Thus conditioned, the idea to me of buying a used anything and keeping it for
10 years sounds like a recipe for answering the Ship of Theseus thought
experiment.

When I first struck out on my own, I had a used, but good condition Toyota
that a year later had $3500 worth of engine trouble that ended up costing me a
job. I finally swore never again.

After that Toyota, I bought a brand new, small, car for $12k with the highest
reliability I could find and kept it for over a decade. It required exactly
one repair to an O2 sensor after 10 years. Being small and commodity,
maintenance was cheap (a set of four new tires ran under $350). One day, 12
years in, the engine conked out and the repair was estimated at $500. The car
was still worth $5k. I made a deal with the mechanic and he bought it for $4k.

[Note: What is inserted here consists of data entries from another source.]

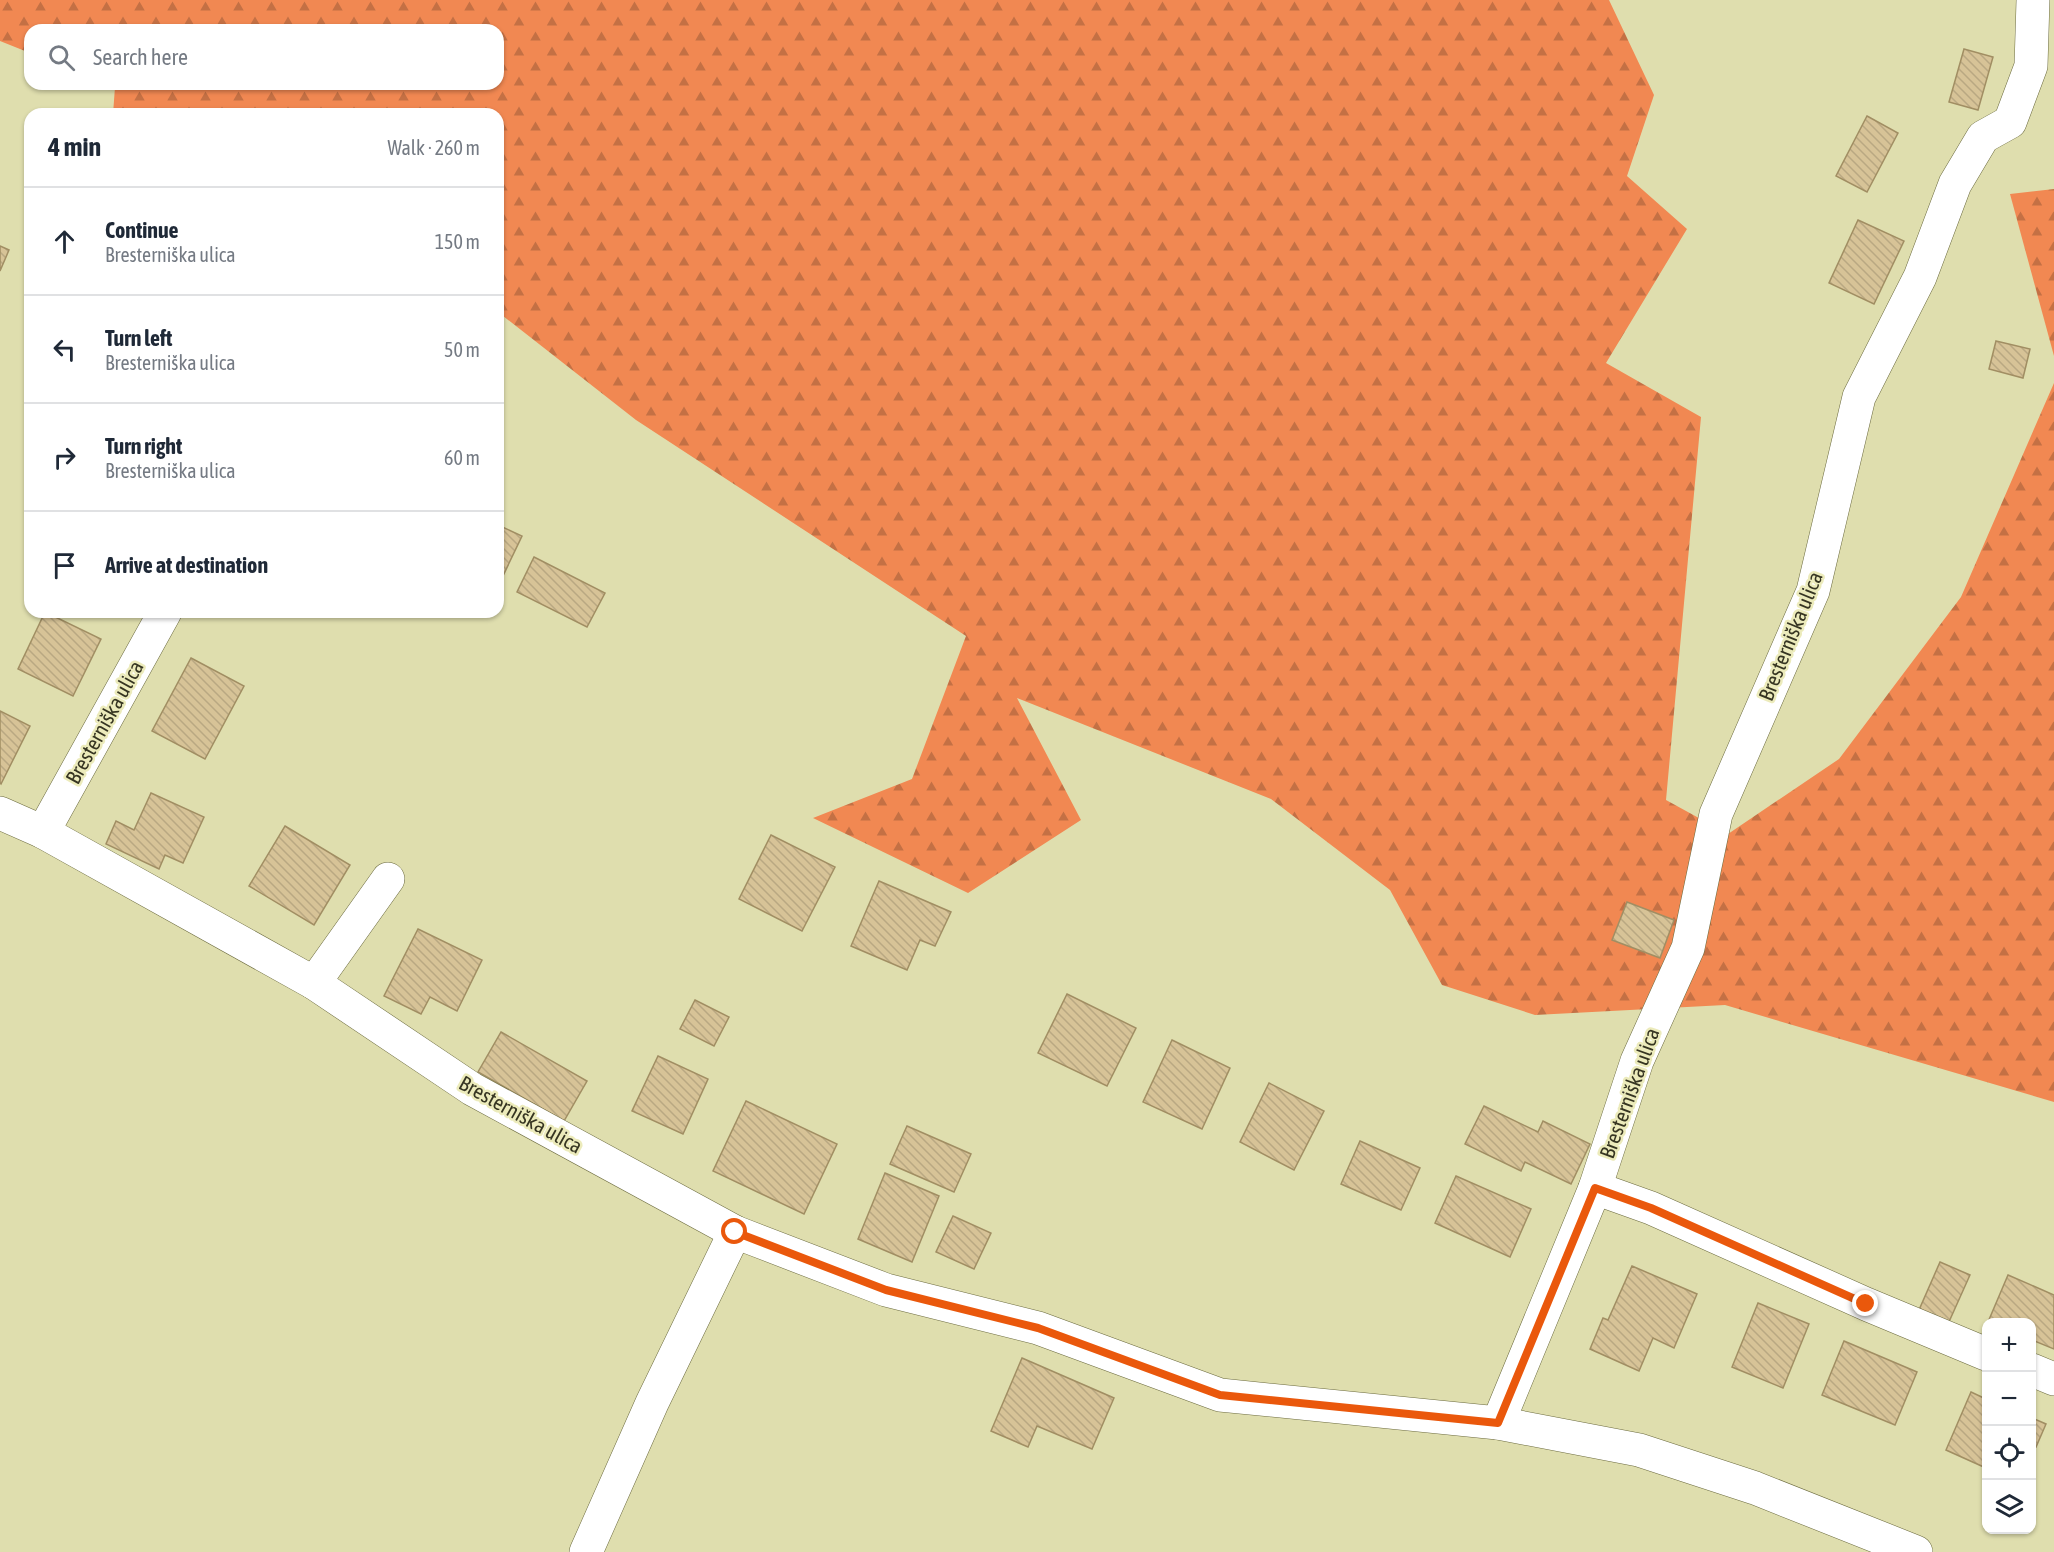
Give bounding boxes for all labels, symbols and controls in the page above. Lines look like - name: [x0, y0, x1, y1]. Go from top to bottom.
- search box: [24, 24, 504, 90]
- icon: search: [45, 41, 78, 74]
- text: Search here: [93, 44, 188, 70]
- text: 4 min: [48, 132, 101, 162]
- text: Walk · 260 m: [388, 136, 480, 159]
- text: Continue: [105, 217, 179, 243]
- icon: ahead: [48, 225, 81, 258]
- text: 150 m: [435, 230, 480, 253]
- text: Bresterniška ulica: [105, 243, 236, 266]
- text: Turn left: [105, 325, 172, 351]
- icon: left: [48, 333, 81, 366]
- text: 50 m: [444, 338, 480, 361]
- text: Bresterniška ulica: [105, 351, 236, 374]
- text: Turn right: [105, 433, 182, 459]
- icon: right: [48, 441, 81, 474]
- text: 60 m: [444, 446, 480, 469]
- text: Bresterniška ulica: [105, 459, 236, 482]
- icon: arrive: [48, 549, 81, 582]
- text: Arrive at destination: [105, 552, 268, 578]
- street label: Bresterniška ulica: [1753, 568, 1827, 704]
- street label: Bresterniška ulica: [60, 656, 148, 788]
- street label: Bresterniška ulica: [1594, 1025, 1664, 1161]
- street label: Bresterniška ulica: [455, 1070, 587, 1158]
- route start: [721, 1218, 747, 1244]
- route end: [1852, 1290, 1878, 1316]
- map controls: [1982, 1318, 2036, 1534]
- button: +: [1982, 1318, 2036, 1372]
- button: −: [1982, 1372, 2036, 1426]
- button: locate: [1982, 1426, 2036, 1480]
- button: layers: [1982, 1480, 2036, 1534]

Considering that the cost to "buy" the car was about $8k, maintenance was
cheap, and fuel efficiency was high, the car cost pennies per mile to drive
over its life with me.

I've since bought another reasonably priced new car that I fully expect to
drive for another 10-12 years. And my family, after seeing my experience with
proper cars has also cried uncle and now only buys new, reliable, cars. My
father can't believe that he doesn't even know a mechanic anymore, whereas he
used to spend significant time cultivating relationships with "good" mechanics
to deal with repairs. Hundreds of dollars a year used to go into towing fees,
and thousands were lost to lost work or other opportunities when a vehicle was
down and being worked on or to rental fees so we could still get around.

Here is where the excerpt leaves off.